START DATASET ENTRIES
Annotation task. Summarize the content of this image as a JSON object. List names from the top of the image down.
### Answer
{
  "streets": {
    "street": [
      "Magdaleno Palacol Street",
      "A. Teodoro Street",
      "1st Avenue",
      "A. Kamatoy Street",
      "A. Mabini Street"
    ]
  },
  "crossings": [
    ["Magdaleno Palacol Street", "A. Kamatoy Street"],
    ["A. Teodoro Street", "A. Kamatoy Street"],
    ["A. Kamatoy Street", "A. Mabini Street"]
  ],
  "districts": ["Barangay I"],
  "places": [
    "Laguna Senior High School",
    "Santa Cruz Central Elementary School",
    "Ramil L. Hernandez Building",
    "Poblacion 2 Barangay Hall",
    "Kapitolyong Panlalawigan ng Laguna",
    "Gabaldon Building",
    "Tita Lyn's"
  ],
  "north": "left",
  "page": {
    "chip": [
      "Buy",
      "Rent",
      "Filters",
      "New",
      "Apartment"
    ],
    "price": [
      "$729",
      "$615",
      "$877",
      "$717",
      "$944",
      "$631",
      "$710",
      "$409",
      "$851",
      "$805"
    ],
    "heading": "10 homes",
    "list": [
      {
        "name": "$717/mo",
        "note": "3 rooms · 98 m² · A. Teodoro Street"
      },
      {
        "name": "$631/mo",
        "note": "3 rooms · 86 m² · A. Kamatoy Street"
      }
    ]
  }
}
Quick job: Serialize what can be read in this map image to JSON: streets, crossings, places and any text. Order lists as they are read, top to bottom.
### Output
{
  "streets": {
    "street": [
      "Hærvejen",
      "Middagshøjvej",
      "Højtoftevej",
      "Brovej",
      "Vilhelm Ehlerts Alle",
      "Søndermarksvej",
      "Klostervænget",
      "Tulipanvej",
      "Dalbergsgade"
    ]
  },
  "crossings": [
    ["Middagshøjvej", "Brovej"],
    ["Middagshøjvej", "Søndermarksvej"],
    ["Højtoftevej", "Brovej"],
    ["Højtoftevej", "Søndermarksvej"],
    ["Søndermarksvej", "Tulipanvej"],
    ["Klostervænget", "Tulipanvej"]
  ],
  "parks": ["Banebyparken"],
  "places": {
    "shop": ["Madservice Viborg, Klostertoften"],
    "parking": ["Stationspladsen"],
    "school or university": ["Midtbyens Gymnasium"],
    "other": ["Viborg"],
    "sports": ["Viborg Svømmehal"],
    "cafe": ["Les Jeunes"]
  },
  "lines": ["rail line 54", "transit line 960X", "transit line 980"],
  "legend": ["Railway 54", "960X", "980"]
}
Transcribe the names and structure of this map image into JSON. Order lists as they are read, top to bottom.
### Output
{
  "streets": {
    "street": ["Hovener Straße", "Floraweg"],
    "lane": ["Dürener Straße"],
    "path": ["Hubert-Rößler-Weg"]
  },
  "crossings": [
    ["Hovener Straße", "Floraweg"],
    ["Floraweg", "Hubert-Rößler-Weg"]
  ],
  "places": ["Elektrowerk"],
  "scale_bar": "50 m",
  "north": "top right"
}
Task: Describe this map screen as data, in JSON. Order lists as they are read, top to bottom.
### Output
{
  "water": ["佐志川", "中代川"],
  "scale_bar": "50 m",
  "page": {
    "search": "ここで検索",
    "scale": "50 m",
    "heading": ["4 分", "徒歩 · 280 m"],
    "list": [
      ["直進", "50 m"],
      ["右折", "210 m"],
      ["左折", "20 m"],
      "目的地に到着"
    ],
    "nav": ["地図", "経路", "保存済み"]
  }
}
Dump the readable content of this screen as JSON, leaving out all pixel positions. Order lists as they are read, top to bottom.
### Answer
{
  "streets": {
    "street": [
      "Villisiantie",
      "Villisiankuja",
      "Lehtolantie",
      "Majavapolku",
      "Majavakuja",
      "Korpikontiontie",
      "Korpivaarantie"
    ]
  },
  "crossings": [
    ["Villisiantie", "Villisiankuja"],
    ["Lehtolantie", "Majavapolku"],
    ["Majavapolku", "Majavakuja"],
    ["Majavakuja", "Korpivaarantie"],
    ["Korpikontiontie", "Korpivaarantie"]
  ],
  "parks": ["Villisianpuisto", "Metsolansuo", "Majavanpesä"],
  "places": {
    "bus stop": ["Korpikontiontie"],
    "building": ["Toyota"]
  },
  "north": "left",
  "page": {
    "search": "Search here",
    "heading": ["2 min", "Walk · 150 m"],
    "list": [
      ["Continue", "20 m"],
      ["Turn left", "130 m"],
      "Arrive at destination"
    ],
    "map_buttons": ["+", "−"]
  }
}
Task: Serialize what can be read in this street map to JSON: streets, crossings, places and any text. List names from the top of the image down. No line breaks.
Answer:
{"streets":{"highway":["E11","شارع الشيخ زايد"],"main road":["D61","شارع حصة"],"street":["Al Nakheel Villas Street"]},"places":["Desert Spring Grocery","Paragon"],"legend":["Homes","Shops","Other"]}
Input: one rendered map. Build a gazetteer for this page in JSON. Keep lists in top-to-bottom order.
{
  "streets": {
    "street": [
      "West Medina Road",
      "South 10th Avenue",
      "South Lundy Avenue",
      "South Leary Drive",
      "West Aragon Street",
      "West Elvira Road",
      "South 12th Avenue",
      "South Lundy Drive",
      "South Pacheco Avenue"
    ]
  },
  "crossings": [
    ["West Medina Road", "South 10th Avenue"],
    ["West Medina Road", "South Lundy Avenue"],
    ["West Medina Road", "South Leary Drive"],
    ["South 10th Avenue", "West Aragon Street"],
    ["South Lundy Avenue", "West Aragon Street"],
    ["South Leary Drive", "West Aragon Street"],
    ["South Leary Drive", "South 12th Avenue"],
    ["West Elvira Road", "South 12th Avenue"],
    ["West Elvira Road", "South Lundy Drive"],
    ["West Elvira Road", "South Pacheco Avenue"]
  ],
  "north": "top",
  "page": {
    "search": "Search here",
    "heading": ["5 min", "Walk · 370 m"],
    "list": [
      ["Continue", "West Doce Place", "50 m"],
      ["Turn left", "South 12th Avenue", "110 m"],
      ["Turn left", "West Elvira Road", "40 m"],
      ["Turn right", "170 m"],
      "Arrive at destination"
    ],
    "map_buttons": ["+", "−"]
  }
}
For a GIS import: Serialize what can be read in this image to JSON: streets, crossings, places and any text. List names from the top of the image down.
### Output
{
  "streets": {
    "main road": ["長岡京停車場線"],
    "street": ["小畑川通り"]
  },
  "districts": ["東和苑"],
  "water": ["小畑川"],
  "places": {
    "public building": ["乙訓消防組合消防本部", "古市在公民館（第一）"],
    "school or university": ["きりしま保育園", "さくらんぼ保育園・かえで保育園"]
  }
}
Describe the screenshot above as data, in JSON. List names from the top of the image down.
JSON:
END DATASET ENTRIES
_REQUIRED ACTION_.
From the entries, copy every line in which the word "they" occurs.

_TASK RESULT_.
Quick job: Serialize what can be read in this map image to JSON: streets, crossings, places and any text. Order lists as they are read, top to bottom.
Transcribe the names and structure of this map image into JSON. Order lists as they are read, top to bottom.
Task: Describe this map screen as data, in JSON. Order lists as they are read, top to bottom.
Dump the readable content of this screen as JSON, leaving out all pixel positions. Order lists as they are read, top to bottom.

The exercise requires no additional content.